### Exercise brief
Give the entries again, word for word.

___ Input material

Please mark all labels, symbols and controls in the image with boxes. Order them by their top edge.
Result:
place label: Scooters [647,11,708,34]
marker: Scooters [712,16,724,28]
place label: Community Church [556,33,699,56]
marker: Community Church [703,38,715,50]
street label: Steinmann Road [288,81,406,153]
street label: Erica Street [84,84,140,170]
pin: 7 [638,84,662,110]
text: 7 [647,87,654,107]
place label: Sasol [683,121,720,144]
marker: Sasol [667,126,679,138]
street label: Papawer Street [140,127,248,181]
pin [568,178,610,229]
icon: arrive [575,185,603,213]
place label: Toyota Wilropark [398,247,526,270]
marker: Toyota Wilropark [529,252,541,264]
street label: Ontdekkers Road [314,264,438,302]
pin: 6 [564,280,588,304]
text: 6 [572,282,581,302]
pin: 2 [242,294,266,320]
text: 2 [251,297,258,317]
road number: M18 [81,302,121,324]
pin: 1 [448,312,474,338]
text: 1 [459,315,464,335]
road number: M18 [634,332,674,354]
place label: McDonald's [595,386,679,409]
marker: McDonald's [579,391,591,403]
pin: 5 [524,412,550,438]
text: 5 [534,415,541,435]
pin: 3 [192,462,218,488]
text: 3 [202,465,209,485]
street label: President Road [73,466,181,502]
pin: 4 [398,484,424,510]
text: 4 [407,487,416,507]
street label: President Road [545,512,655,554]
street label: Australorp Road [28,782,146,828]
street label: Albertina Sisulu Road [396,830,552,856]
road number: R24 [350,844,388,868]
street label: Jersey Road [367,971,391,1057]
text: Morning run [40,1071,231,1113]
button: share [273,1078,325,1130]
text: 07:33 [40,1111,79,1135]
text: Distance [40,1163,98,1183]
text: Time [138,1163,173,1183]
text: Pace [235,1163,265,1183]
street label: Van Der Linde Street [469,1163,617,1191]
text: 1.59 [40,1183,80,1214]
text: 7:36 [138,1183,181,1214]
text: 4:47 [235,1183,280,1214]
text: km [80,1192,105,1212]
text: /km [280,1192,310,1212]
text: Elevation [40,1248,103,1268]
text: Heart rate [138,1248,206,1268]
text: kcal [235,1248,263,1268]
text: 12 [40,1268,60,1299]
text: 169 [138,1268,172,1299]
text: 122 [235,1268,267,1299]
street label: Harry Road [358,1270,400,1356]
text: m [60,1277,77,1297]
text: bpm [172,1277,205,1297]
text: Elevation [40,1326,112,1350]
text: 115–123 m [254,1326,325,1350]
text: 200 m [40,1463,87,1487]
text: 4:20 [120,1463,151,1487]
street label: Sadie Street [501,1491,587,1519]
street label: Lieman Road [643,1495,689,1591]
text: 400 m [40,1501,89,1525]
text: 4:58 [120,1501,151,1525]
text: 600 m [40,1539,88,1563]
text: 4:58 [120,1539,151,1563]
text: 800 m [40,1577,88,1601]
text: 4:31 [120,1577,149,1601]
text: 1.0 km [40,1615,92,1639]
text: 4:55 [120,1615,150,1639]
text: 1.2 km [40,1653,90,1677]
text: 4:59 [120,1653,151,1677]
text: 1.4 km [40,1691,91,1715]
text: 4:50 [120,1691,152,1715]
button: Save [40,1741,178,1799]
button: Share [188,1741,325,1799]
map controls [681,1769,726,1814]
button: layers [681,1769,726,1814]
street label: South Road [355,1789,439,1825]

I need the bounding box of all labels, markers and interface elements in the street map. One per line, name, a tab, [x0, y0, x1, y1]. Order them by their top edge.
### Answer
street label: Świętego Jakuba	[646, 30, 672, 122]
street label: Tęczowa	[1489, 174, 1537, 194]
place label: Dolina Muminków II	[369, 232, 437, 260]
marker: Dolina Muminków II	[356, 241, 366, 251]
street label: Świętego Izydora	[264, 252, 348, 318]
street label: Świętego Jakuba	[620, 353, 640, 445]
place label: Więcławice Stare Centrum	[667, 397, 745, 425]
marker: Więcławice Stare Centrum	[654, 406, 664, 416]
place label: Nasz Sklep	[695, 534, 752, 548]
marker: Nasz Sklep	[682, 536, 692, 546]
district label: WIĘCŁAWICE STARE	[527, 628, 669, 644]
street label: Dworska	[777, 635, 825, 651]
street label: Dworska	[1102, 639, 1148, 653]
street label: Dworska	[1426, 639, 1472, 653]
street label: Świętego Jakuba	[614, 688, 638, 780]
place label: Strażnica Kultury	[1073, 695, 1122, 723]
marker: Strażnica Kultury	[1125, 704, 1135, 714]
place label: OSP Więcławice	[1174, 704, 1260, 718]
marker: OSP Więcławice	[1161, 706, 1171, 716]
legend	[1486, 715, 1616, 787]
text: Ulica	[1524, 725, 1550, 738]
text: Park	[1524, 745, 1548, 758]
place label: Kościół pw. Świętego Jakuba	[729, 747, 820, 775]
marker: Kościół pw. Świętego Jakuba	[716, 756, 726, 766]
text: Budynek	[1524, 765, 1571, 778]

______

### Exercise result
Please mark all labels, symbols and controls in the image with boxes. Order them by their top edge.
Result:
place label: Scooters [647,11,708,34]
marker: Scooters [712,16,724,28]
place label: Community Church [556,33,699,56]
marker: Community Church [703,38,715,50]
street label: Steinmann Road [288,81,406,153]
street label: Erica Street [84,84,140,170]
pin: 7 [638,84,662,110]
text: 7 [647,87,654,107]
place label: Sasol [683,121,720,144]
marker: Sasol [667,126,679,138]
street label: Papawer Street [140,127,248,181]
pin [568,178,610,229]
icon: arrive [575,185,603,213]
place label: Toyota Wilropark [398,247,526,270]
marker: Toyota Wilropark [529,252,541,264]
street label: Ontdekkers Road [314,264,438,302]
pin: 6 [564,280,588,304]
text: 6 [572,282,581,302]
pin: 2 [242,294,266,320]
text: 2 [251,297,258,317]
road number: M18 [81,302,121,324]
pin: 1 [448,312,474,338]
text: 1 [459,315,464,335]
road number: M18 [634,332,674,354]
place label: McDonald's [595,386,679,409]
marker: McDonald's [579,391,591,403]
pin: 5 [524,412,550,438]
text: 5 [534,415,541,435]
pin: 3 [192,462,218,488]
text: 3 [202,465,209,485]
street label: President Road [73,466,181,502]
pin: 4 [398,484,424,510]
text: 4 [407,487,416,507]
street label: President Road [545,512,655,554]
street label: Australorp Road [28,782,146,828]
street label: Albertina Sisulu Road [396,830,552,856]
road number: R24 [350,844,388,868]
street label: Jersey Road [367,971,391,1057]
text: Morning run [40,1071,231,1113]
button: share [273,1078,325,1130]
text: 07:33 [40,1111,79,1135]
text: Distance [40,1163,98,1183]
text: Time [138,1163,173,1183]
text: Pace [235,1163,265,1183]
street label: Van Der Linde Street [469,1163,617,1191]
text: 1.59 [40,1183,80,1214]
text: 7:36 [138,1183,181,1214]
text: 4:47 [235,1183,280,1214]
text: km [80,1192,105,1212]
text: /km [280,1192,310,1212]
text: Elevation [40,1248,103,1268]
text: Heart rate [138,1248,206,1268]
text: kcal [235,1248,263,1268]
text: 12 [40,1268,60,1299]
text: 169 [138,1268,172,1299]
text: 122 [235,1268,267,1299]
street label: Harry Road [358,1270,400,1356]
text: m [60,1277,77,1297]
text: bpm [172,1277,205,1297]
text: Elevation [40,1326,112,1350]
text: 115–123 m [254,1326,325,1350]
text: 200 m [40,1463,87,1487]
text: 4:20 [120,1463,151,1487]
street label: Sadie Street [501,1491,587,1519]
street label: Lieman Road [643,1495,689,1591]
text: 400 m [40,1501,89,1525]
text: 4:58 [120,1501,151,1525]
text: 600 m [40,1539,88,1563]
text: 4:58 [120,1539,151,1563]
text: 800 m [40,1577,88,1601]
text: 4:31 [120,1577,149,1601]
text: 1.0 km [40,1615,92,1639]
text: 4:55 [120,1615,150,1639]
text: 1.2 km [40,1653,90,1677]
text: 4:59 [120,1653,151,1677]
text: 1.4 km [40,1691,91,1715]
text: 4:50 [120,1691,152,1715]
button: Save [40,1741,178,1799]
button: Share [188,1741,325,1799]
map controls [681,1769,726,1814]
button: layers [681,1769,726,1814]
street label: South Road [355,1789,439,1825]

I need the bounding box of all labels, markers and interface elements in the street map. One per line, name, a tab, [x0, y0, x1, y1]. Order them by their top edge.
### Answer
street label: Świętego Jakuba	[646, 30, 672, 122]
street label: Tęczowa	[1489, 174, 1537, 194]
place label: Dolina Muminków II	[369, 232, 437, 260]
marker: Dolina Muminków II	[356, 241, 366, 251]
street label: Świętego Izydora	[264, 252, 348, 318]
street label: Świętego Jakuba	[620, 353, 640, 445]
place label: Więcławice Stare Centrum	[667, 397, 745, 425]
marker: Więcławice Stare Centrum	[654, 406, 664, 416]
place label: Nasz Sklep	[695, 534, 752, 548]
marker: Nasz Sklep	[682, 536, 692, 546]
district label: WIĘCŁAWICE STARE	[527, 628, 669, 644]
street label: Dworska	[777, 635, 825, 651]
street label: Dworska	[1102, 639, 1148, 653]
street label: Dworska	[1426, 639, 1472, 653]
street label: Świętego Jakuba	[614, 688, 638, 780]
place label: Strażnica Kultury	[1073, 695, 1122, 723]
marker: Strażnica Kultury	[1125, 704, 1135, 714]
place label: OSP Więcławice	[1174, 704, 1260, 718]
marker: OSP Więcławice	[1161, 706, 1171, 716]
legend	[1486, 715, 1616, 787]
text: Ulica	[1524, 725, 1550, 738]
text: Park	[1524, 745, 1548, 758]
place label: Kościół pw. Świętego Jakuba	[729, 747, 820, 775]
marker: Kościół pw. Świętego Jakuba	[716, 756, 726, 766]
text: Budynek	[1524, 765, 1571, 778]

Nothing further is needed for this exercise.